Key Machine Learning annoucements at AWS re:Invent ’17

Amazon announced a heap of new AWS features that will likely impact the way we design and operate machine learning pipelines. These are our 5 key takeaways.
Joris Van den Borre

Re:invent is Amazon Web Services’ annual event held in Las Vegas, USA. Amazon steadily keeps on selling out their event, with the 2017 event spanning over 5 hotels already (The Venetian, Mirage, MGM Grand, Aria and Encore). Amazon typically uses the event to announce new products hosted on its cloud platform and we had high expectations for their machine learning lineup.

I’m summarising my personal notes of what I feel like are the important takeaways for data engineers/machine learning engineers/data scientists from the past event week. I’m assuming you’ve got earlier experiences in the Amazon Cloud and are somewhat familiar with their broad component ecosystem and acronyms.

The TL/DR summary:

Serverless continues trending upwards. The role of serverless microservices remains confirmed and AWS extends their offering with serverless container services and a relational database.
End-to-end development processes seem to move to the cloud. Amazon supports data scientists and data engineers with native options for quality development environments , tightly integrated with code repositories and devops practices.
Amazon offers managed deep learning frameworks such as Tensorflow, MXNET as native components in a development pipeline with automated hyperparameter tuning and managed deployments out-of-the-box

1. CODE DEVELOPMENT: THE RETURN OF CLOUD9.

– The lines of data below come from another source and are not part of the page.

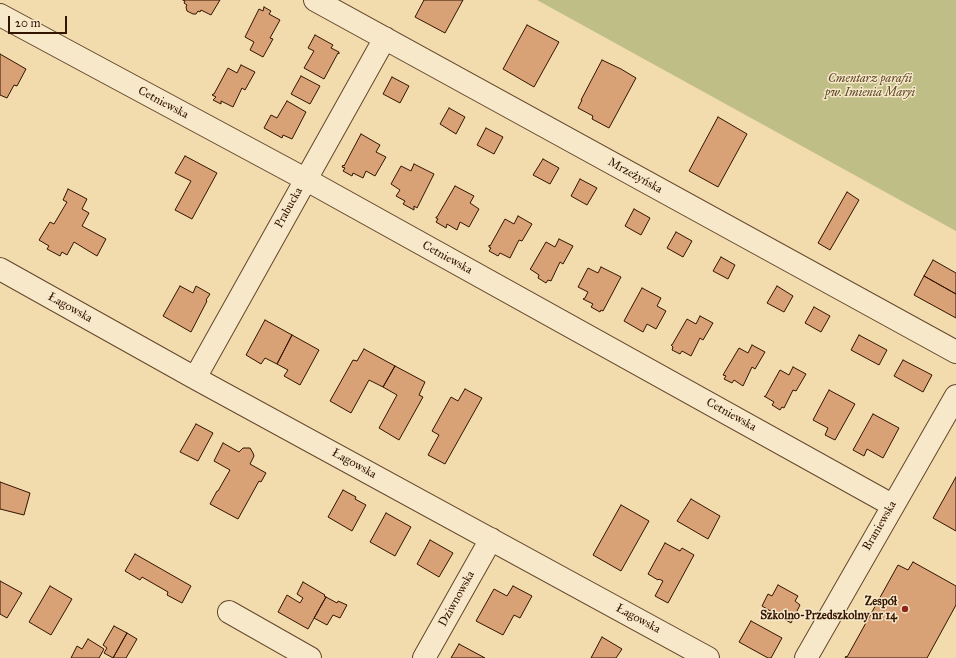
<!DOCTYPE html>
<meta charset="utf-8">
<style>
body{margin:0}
#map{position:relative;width:956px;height:658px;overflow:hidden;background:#f2dbad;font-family:"IM FELL Great Primer",serif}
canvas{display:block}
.scale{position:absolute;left:8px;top:16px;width:59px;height:18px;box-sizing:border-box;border:2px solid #331400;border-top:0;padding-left:5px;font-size:12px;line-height:14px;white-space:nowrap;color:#331400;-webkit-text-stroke:3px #f7e8ca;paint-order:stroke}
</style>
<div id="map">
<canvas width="956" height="658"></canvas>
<div class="scale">20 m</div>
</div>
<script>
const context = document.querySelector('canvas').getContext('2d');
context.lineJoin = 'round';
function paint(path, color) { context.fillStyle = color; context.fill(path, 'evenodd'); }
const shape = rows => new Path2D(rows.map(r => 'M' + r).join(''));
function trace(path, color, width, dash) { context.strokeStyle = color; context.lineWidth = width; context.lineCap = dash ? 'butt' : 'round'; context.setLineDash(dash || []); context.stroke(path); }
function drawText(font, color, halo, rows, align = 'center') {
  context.font = font + ' "IM FELL Great Primer",serif'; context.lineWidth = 3; context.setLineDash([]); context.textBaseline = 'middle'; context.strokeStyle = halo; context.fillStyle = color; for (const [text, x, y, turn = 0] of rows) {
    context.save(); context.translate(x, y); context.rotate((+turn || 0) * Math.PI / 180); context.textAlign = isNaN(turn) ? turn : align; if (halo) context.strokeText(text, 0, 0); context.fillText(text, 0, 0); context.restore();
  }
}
const green = shape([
 [537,0,956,0,956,231]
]);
const building = shape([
 [183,0,220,0,211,15,201,10,200,12,198,11,196,14,193,14,187,11,186,7,187,5,184,3,185,1,183,0],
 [424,0,463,0,445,33,415,17,424,0],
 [264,7,271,11,269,14,280,20,270,38,273,39,263,57,250,50,254,42,245,37,259,9,263,11,264,7],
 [527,25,559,42,534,87,503,69,527,25],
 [315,35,333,45,331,48,339,52,339,54,338,53,324,79,304,68,314,51,308,48,315,35],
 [0,54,26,69,17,86,14,85,7,98,0,95,0,54],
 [602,60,621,69,636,78,609,128,592,119,593,116,578,108,582,100,581,100,602,60],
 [241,65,255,72,245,90,242,88,233,107,221,101,221,104,213,100,216,97,212,95,213,94,214,94,228,68,237,73,241,65],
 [301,76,320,86,310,104,291,94,301,76],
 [392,77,409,86,400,103,383,94,392,77],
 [287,101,306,112,292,139,283,135,282,138,264,128,271,115,277,118,287,101],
 [449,108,465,117,456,134,440,124,449,108],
 [718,117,747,134,718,187,689,171,718,117],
 [486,128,503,137,494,154,477,145,486,128],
 [361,134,380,145,376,152,386,157,375,176,366,171,363,178,353,173,352,176,343,171,345,168,342,167,343,165,344,166,361,134],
 [185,156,217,173,192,219,175,210,191,181,175,173,185,156],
 [543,159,559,168,550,184,533,175,543,159],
 [414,164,434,174,417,208,414,206,414,210,403,204,405,201,396,196,400,190,391,184,401,166,411,171,414,164],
 [580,179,597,188,587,205,571,196,580,179],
 [455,186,474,196,470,203,479,209,469,227,460,222,457,230,447,224,446,228,436,222,438,219,436,218,436,217,437,217,455,186],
 [68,189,87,199,82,209,89,213,82,226,106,239,97,256,74,242,67,255,62,252,60,256,47,249,49,246,39,240,50,222,54,224,67,202,63,200,68,189],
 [847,192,859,200,830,250,818,243,847,192],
 [634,209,650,218,641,235,625,226,634,209],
 [518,216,532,224,522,241,519,240,510,258,500,253,498,256,489,251,491,248,489,247,489,245,490,246,505,219,514,224,518,216],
 [676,232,692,241,683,257,667,248,676,232],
 [559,239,573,246,563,264,560,262,551,281,548,280,546,283,538,278,539,275,530,269,531,268,546,242,555,247,559,239],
 [721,257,735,265,728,279,713,271,721,257],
 [933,260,956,273,956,294,924,276,933,260],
 [601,267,621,277,603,311,601,310,600,312,591,307,593,304,583,299,585,298,588,292,578,287,588,268,598,273,601,267],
 [924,276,956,294,956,318,914,295,924,276],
 [180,286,193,293,196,286,210,294,206,300,207,301,191,332,163,316,180,286],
 [777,286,793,296,784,312,767,303,777,286],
 [642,288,661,298,657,306,666,311,656,329,647,324,643,332,624,321,642,288],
 [814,307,830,316,821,332,805,323,814,307],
 [700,316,713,323,703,340,700,338,691,356,682,351,680,354,672,350,673,347,671,345,672,345,687,319,696,324,700,316],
 [265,320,292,335,277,364,265,358,261,364,246,355,265,320],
 [292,335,319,350,300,385,284,376,288,370,277,364,292,335],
 [859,335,887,350,879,365,851,350,859,335],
 [752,345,765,352,755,369,752,367,743,386,734,380,732,383,724,379,726,376,723,375,739,348,748,353,752,345],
 [364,349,395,366,383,387,369,380,351,413,330,401,353,360,357,361,364,349],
 [903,360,932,375,923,392,894,376,903,360],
 [395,366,425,382,419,395,423,397,399,440,379,428,397,395,383,387,395,366],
 [793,367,806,374,796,391,793,390,784,408,782,407,780,410,772,405,774,402,764,396,765,397,780,370,789,375,793,367],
 [465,389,482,398,445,464,428,455,439,435,432,431,451,397,458,401,465,389],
 [829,390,855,404,835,440,825,435,828,428,813,420,829,390],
 [873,414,899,428,883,458,867,449,864,456,853,450,873,414],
 [196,424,213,433,198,461,180,452,196,424],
 [223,443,239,452,243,448,250,448,253,453,254,456,250,464,266,473,261,482,259,481,238,519,210,504,217,491,218,491,230,470,214,461,223,443],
 [956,477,956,531,933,518,956,477],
 [0,482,30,493,24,515,0,509,0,482],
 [343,490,356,497,355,499,366,505,352,531,328,517,343,490],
 [691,499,720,516,708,539,677,521,691,499],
 [621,505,649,521,621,571,593,555,621,505],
 [386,513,411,527,395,556,370,542,386,513],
 [430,540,453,553,439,577,417,564,430,540],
 [665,543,680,551,682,548,694,555,668,603,655,596,663,581,659,579,658,580,648,574,665,543],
 [135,554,191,586,182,603,167,595,168,592,142,577,140,580,125,571,135,554],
 [913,562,956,586,956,605,927,658,845,658,846,656,847,657,898,565,908,570,913,562],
 [0,581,22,593,7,618,0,614,0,581],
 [303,582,325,595,324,596,326,597,308,629,278,612,287,595,300,603,303,598,297,594,303,582],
 [778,585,798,596,795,601,800,605,791,623,762,606,768,594,772,596,778,585],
 [50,586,72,599,51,635,29,622,50,586],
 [513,586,532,596,520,618,514,615,503,635,476,621,494,589,507,596,513,586],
 [326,597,337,603,338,601,347,605,340,618,333,615,327,625,314,618,326,597],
 [751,621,782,638,771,658,768,658,739,642,751,621],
 [114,626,127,633,113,658,104,653,107,648,103,645,114,626],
 [127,633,137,639,126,658,113,658,127,633],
 [602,637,622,649,616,658,591,658,602,637],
 [88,639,104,649,99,658,71,658,77,646,82,649,88,639],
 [459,644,485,658,451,658,459,644]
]);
const minor = shape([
 [315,0,956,352],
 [0,15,305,179,892,505],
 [0,269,195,378,708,658],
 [195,378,385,38],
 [229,612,310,658],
 [424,658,491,539],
 [806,658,956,396]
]);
const markers = [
 [905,609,4,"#8f2418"]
];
const parkNames = [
 ["Cmentarz parafii",870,79],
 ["pw. Imienia Maryi",870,93]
];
const streetNames = [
 ["Cetniewska",163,103,28],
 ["Mrzeżyńska",635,176,29],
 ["Prabucka",289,208,-61],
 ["Cetniewska",447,258,29],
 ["Łagowska",70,308,29],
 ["Cetniewska",731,415,29],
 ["Łagowska",354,464,29],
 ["Braniewska",880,526,-60],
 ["Dziwnowska",457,599,-61],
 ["Łagowska",638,619,28]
];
const poiNames = [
 ["Zespół",897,602],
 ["Szkolno-Przedszkolny nr 14",897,616]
];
paint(green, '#bfbe86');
paint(building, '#d9a176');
trace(building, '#331400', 1);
trace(minor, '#63462b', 24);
trace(minor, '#f7e8ca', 22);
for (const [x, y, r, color] of markers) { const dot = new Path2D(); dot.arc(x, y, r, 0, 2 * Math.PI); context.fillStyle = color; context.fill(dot); trace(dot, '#f7e8ca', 1.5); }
drawText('italic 12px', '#5d4728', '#f7e8ca', parkNames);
drawText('12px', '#331400', '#f7e8ca', streetNames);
drawText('bold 12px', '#331400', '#f7e8ca', poiNames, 'right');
</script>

Cloud9.io was quite a revolutionary coding platform back in its days. I could appreciate its virtualized coding environment as much as their clean and straightforward UI. Personally, I felt let down after they announcement Amazon was acquiring them in July 2016, and the subsequent product takedown

Much to my surprise, Re:Invent brought us the resurrection of Cloud9.io, rebranded as AWS Cloud9. It appears to be deeply integrated with Amazon EC2, AWS CloudFormation and Access Management. What’s great here is that the former sandbox environment that came with Cloud9 is now a fully managed EC2 instance. This gives us the flexibility to install additional packages because we have full control here. It comes with out-of-the-box support for programming languages we use and love such as Python, Java and Go.

Integration with serverless

Furthermore, Cloud9 is tightly integrated with serverless microservices through AWS Lambda. The IDE is capable of writing, running and debugging AWS Lambda functions from within the browser. Engineers push locally developed code to a live environment through a continuous integration pipeline. The current release supports AWS’s own and relatively new CodeStar as a CI/CD platform. Being more of an Atlassian/Semaphore person myself, I am looking forward to broader integration in the near future.

Personally I welcome this release. I think Cloud9 is a strong workbench for at least some aspects of data engineering, that comes with the conveniences of data science notebooks such as Jupyter.

2. COMPUTING: THE “SERVERLESS” TREND CONTINUES.

Container orchestration has always been kind of hassle on AWS. Sure, we had Elastic Container Services running Docker. The Kubernetes platform – initially a project by Google – came with considerable maintenance and setup work.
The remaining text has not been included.